【BI技術者認定試験対策】DNAを爆発的に増やす!「PCR法」を攻略
ベクターや大腸菌を使わずに、試験管内だけで特定のDNA領域を増幅させる「PCR(ポリメラーゼ連鎖反応)」。現代のバイオ研究になくてはならないこの技術の本質を整理しましょう。
1. 問題:PCR法の特徴と仕組み
【 問題 】 PCR法に関する記述として、正しいものをすべて選択してください。(複数選択可)
① 大腸菌やプラスミドベクターを利用せずに、試験管内でDNAを増幅できる。
② 特定のDNA配列を増幅させるために、短い「プライマー」が必要である。
③ DNAを一本鎖にするために、加熱(熱変性)工程が含まれる。
④ 1回のサイクルで、目的のDNA量は3倍に増加する。
⑤ 高温でも壊れない特殊な「耐熱性DNAポリメラーゼ」が使用される。
2. 正解:PCRの原理に関する正解
正解: ①、②、③、⑤
※④は間違い。1サイクルごとにDNAは「2倍」になります。
3. 解説:試験管内のクローニング
PCRは、温度変化を繰り返すだけで、特定のDNA断片を数時間で数百万倍に増やすことができる画期的な手法です。

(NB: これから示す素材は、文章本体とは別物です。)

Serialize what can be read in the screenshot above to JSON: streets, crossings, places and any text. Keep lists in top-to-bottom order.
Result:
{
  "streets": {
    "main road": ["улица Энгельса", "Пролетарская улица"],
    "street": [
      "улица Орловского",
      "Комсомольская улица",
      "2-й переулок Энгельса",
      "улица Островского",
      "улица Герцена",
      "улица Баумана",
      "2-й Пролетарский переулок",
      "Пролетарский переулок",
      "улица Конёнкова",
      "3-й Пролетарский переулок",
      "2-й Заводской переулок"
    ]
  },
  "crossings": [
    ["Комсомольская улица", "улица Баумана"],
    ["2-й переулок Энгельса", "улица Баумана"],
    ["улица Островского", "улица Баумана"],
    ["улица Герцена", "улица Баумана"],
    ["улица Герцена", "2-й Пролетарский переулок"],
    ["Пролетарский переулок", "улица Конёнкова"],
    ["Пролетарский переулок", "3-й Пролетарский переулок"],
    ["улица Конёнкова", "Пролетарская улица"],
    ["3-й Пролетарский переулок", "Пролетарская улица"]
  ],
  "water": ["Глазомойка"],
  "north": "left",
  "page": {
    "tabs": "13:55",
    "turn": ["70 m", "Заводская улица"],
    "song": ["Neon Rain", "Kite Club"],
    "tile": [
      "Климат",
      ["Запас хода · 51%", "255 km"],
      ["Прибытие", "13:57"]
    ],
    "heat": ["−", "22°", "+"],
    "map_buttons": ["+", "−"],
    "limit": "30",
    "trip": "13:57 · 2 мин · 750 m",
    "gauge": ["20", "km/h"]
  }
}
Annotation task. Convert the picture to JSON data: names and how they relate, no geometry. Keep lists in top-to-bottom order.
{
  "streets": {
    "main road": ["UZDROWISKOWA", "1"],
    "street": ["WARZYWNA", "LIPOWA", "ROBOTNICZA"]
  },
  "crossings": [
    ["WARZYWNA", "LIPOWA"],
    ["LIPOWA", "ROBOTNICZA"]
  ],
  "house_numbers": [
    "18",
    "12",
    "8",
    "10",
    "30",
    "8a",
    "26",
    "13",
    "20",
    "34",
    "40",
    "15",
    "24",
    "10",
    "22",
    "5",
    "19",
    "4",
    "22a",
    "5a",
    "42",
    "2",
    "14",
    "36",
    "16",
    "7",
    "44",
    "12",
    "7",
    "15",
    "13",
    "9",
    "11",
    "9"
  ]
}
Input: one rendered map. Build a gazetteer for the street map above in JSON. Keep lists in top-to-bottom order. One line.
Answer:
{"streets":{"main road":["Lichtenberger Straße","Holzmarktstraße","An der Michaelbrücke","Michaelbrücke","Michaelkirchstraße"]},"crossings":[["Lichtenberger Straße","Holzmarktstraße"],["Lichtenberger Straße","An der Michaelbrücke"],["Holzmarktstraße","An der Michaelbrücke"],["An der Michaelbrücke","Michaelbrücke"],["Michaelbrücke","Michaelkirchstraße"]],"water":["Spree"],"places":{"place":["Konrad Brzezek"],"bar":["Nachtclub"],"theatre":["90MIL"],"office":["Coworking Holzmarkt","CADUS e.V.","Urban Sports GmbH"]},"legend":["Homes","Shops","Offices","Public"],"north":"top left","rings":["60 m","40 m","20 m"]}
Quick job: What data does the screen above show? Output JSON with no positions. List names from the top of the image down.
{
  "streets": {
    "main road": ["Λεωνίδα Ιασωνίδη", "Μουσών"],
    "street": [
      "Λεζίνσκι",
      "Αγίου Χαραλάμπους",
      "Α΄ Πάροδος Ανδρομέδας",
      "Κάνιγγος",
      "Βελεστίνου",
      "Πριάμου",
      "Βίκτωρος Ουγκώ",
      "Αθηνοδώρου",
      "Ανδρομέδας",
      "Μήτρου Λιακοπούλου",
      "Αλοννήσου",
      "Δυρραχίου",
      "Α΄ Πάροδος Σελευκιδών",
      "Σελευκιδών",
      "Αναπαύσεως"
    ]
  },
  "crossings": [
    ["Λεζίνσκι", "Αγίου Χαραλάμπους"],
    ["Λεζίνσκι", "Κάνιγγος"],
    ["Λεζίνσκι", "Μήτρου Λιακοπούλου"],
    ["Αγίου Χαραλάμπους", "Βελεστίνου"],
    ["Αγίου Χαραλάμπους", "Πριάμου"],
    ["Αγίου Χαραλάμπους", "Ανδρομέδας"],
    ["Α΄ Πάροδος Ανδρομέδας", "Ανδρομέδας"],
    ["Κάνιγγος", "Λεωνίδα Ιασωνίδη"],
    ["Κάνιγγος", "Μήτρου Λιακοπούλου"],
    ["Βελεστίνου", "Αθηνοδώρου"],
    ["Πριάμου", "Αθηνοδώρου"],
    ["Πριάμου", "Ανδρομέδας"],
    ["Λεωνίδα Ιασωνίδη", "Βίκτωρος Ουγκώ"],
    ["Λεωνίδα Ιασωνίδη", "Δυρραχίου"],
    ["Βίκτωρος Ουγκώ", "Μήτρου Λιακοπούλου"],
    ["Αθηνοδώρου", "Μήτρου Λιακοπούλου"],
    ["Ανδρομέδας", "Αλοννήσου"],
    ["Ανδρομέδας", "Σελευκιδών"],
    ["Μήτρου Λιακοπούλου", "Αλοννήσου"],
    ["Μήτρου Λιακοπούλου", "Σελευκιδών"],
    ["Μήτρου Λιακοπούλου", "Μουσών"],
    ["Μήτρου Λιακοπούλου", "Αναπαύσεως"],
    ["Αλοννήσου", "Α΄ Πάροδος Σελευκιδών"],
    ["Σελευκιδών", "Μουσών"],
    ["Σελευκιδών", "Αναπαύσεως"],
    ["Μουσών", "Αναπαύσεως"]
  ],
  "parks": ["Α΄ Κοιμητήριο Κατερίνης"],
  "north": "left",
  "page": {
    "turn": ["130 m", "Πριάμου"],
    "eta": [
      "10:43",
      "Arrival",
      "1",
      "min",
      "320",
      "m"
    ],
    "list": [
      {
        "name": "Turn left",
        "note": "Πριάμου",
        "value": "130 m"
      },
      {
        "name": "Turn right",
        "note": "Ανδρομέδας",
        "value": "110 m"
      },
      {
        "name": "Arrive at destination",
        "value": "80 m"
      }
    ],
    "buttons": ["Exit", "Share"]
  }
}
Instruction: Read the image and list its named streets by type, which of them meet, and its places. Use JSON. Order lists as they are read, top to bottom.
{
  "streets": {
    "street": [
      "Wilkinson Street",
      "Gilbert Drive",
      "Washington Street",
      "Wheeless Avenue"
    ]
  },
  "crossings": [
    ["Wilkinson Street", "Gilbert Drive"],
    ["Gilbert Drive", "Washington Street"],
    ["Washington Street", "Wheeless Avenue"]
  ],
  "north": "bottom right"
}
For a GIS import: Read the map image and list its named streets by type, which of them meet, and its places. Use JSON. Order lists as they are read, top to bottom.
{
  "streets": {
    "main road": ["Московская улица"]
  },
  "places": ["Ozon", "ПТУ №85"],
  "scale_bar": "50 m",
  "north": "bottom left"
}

★ 1. 熱変性(約95℃):二本鎖DNAを加熱して一本鎖に引き剥がします。
★ 2. アニーリング(約50~60℃):増やしたい領域の両端に「プライマー」を結合させます。
★ 3. 伸長反応(約72℃):耐熱性DNAポリメラーゼが、プライマーを起点に新しいDNAを合成します。
[ 従来のクローニングとの違い ]
・かつては「ベクター(運び屋)」にDNAを組み込み、大腸菌に導入して増やしていましたが、PCRはこれらを生体を使わずに(in vitroで)迅速に行えます。
1. 試験のポイント: 「耐熱性酵素(Taqポリメラーゼなど)」を使う理由は、最初の95℃の加熱で酵素が壊れないようにするためです。また、増幅量は $2^n$ (nはサイクル数)で増えるため、爆発的な増幅が可能であるという点を押さえましょう。
2. バイオインフォの視点: PCRを成功させるには、適切な「プライマー設計(Primer Design)」が不可欠です。目的の場所以外に結合してしまわないか、Tm値(結合が解ける温度)が左右で揃っているかなどを計算機で予測するツールは、バイオインフォマティクスの基本ツールの一つです。
4. まとめ
「試験管内での迅速なDNA増幅=PCR法」です。現代ではウイルス検査(PCR検査)から鑑識、ゲノム解析の準備まで幅広く使われています。3つの温度ステップと、なぜ耐熱性が必要なのかをセットで理解しておきましょう!